Now I get that the two problems aren’t exactly parallel. In particular, it’s plausible that if the City controls the collection and enforcement of BID assessment payments then the City has the power to suspend them.3 But for the most part the City doesn’t own rental properties, so freezing or forgiving rent would require extra work, but it’s not impossible work, it’s work that’s just more complex.
And it wouldn’t have been impossible to make the two programs work well together. A lot of commercial property in BIDs is mixed use or residential4 and if the City is going to give landlords tax relief through not penalizing late payments it’s certainly not out of scale to condition it on meaningful rent relief for their tenants. And if the one can be imposed through executive power surely the other can as well. And yet it is not.
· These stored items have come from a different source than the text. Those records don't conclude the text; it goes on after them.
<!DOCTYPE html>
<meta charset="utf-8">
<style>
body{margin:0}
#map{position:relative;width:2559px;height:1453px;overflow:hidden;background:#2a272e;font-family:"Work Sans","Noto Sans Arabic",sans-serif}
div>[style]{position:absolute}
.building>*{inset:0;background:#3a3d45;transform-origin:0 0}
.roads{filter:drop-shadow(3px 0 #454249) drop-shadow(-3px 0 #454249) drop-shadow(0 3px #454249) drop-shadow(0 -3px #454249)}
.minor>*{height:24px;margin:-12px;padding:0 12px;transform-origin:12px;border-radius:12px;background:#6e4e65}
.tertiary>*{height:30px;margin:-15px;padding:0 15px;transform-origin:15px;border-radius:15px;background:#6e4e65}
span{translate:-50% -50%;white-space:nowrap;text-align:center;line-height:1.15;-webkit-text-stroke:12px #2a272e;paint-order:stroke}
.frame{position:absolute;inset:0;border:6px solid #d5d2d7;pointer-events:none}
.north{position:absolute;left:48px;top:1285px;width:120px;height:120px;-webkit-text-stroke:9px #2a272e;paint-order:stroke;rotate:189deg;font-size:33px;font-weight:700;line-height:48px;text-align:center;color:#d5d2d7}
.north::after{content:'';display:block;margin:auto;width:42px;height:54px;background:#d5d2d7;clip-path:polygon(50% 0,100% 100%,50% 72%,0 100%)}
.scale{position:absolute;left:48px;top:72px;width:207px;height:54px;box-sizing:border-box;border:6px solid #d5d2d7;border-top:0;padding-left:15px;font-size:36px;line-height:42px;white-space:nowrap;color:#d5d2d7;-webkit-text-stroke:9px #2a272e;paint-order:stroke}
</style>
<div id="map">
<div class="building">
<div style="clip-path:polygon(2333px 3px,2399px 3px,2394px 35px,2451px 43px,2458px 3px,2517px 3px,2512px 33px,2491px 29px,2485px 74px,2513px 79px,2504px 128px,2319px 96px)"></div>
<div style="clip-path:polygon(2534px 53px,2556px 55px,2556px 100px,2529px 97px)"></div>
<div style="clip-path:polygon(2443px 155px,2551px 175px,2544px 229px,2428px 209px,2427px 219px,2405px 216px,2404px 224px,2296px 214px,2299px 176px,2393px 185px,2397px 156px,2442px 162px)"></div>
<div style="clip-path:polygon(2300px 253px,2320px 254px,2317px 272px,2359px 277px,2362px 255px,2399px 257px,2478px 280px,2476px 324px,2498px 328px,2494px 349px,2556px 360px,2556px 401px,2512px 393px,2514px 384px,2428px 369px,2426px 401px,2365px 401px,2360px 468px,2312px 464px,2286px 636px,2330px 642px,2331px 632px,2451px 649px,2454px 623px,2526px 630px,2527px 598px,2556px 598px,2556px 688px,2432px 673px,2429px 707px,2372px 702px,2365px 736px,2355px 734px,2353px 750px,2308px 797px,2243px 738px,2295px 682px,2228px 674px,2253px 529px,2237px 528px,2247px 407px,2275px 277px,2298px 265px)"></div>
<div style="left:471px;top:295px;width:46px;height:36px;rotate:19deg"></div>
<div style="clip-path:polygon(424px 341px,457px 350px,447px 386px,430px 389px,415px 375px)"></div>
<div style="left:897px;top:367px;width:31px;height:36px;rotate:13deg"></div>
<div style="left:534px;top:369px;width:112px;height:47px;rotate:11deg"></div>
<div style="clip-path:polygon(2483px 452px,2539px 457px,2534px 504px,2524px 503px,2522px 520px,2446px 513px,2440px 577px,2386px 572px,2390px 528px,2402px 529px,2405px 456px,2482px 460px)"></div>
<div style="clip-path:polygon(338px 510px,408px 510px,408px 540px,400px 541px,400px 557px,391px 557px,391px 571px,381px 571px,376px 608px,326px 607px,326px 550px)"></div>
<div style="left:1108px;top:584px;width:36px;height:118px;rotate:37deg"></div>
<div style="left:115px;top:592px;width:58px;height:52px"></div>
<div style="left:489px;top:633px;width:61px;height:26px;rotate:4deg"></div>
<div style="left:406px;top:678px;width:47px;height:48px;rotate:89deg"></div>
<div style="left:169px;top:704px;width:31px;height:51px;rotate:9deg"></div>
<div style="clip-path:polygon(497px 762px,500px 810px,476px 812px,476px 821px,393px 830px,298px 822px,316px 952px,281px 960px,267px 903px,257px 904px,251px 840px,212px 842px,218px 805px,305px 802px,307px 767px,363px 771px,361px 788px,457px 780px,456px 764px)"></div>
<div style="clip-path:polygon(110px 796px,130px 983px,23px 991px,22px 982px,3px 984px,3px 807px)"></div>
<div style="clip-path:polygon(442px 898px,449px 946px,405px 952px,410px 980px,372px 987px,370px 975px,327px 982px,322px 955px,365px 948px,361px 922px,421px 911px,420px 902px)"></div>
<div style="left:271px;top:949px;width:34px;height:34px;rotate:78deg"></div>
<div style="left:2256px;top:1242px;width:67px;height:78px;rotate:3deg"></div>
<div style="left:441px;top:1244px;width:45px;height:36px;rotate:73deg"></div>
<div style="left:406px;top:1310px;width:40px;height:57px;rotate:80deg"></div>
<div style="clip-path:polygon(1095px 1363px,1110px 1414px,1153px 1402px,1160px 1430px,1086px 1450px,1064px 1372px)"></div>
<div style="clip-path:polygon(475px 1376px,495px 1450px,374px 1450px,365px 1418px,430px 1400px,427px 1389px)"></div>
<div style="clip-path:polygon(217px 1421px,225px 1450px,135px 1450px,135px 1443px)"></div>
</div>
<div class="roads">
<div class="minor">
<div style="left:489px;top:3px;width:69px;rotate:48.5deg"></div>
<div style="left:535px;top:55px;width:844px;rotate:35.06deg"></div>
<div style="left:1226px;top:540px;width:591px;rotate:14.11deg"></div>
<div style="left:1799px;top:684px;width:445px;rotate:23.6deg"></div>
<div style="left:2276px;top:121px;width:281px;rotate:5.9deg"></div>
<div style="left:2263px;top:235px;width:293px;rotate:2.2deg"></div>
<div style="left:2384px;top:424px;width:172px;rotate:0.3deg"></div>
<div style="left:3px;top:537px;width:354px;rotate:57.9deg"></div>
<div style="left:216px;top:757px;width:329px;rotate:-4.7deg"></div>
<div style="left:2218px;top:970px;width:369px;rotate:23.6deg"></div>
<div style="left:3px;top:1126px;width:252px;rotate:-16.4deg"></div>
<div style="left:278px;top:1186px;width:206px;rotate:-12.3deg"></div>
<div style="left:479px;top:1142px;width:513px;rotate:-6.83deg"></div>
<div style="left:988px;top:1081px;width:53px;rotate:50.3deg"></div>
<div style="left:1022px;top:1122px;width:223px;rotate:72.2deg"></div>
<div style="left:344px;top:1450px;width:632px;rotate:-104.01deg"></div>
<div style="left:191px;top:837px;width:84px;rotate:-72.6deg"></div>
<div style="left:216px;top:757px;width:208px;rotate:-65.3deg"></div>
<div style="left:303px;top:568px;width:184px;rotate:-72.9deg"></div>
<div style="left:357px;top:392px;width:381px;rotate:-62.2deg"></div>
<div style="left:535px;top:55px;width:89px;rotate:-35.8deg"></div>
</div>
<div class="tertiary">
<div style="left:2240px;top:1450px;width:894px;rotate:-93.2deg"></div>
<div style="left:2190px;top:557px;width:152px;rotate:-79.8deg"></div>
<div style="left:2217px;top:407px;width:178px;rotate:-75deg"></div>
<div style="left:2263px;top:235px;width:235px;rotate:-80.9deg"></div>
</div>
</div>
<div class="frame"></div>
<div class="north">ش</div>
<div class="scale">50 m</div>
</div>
P.s. This is just a brief note on one thing that happened at this meeting, but it’s really, really, really not the only interesting thing that happened. You can see the whole hours-long mess here on YouTube and I hope to write at least one more post about it later in the week.
Image of Dr. Kris Larson is ©2020 MichaelKohlhaas.Org and now he’s just somebody that I used to know.
- Which is yet another way in which the program is slanted towards the interests of landlords, who not only can afford to hire lawyers but are familiar with legal processes. This is not to mention the many, many ways in which the court processes themselves are slanted towards the interests of landlords. Any process which is likely to end up in a courtroom is not a process favorable to the interests of tenants unless it includes a right to free legal representation, which none of the City’s actual programs do.
- Whose office oversees BIDs. That is, they provide what passes for oversight rather than actually overseeing.
- Although they’re County taxes in some way I don’t quite understand, so it’s not completely clear to me that the City does have this power or, if it does, why it does.
- The state law authorizing BIDs at §36632(c) exempts all property zoned residential from inclusion in BIDs and therefore from the payment of assessments. Through some kind of alchemy I don’t yet understand, though, sufficiently large residential properties are counted as business establishments where the business is being a landlord.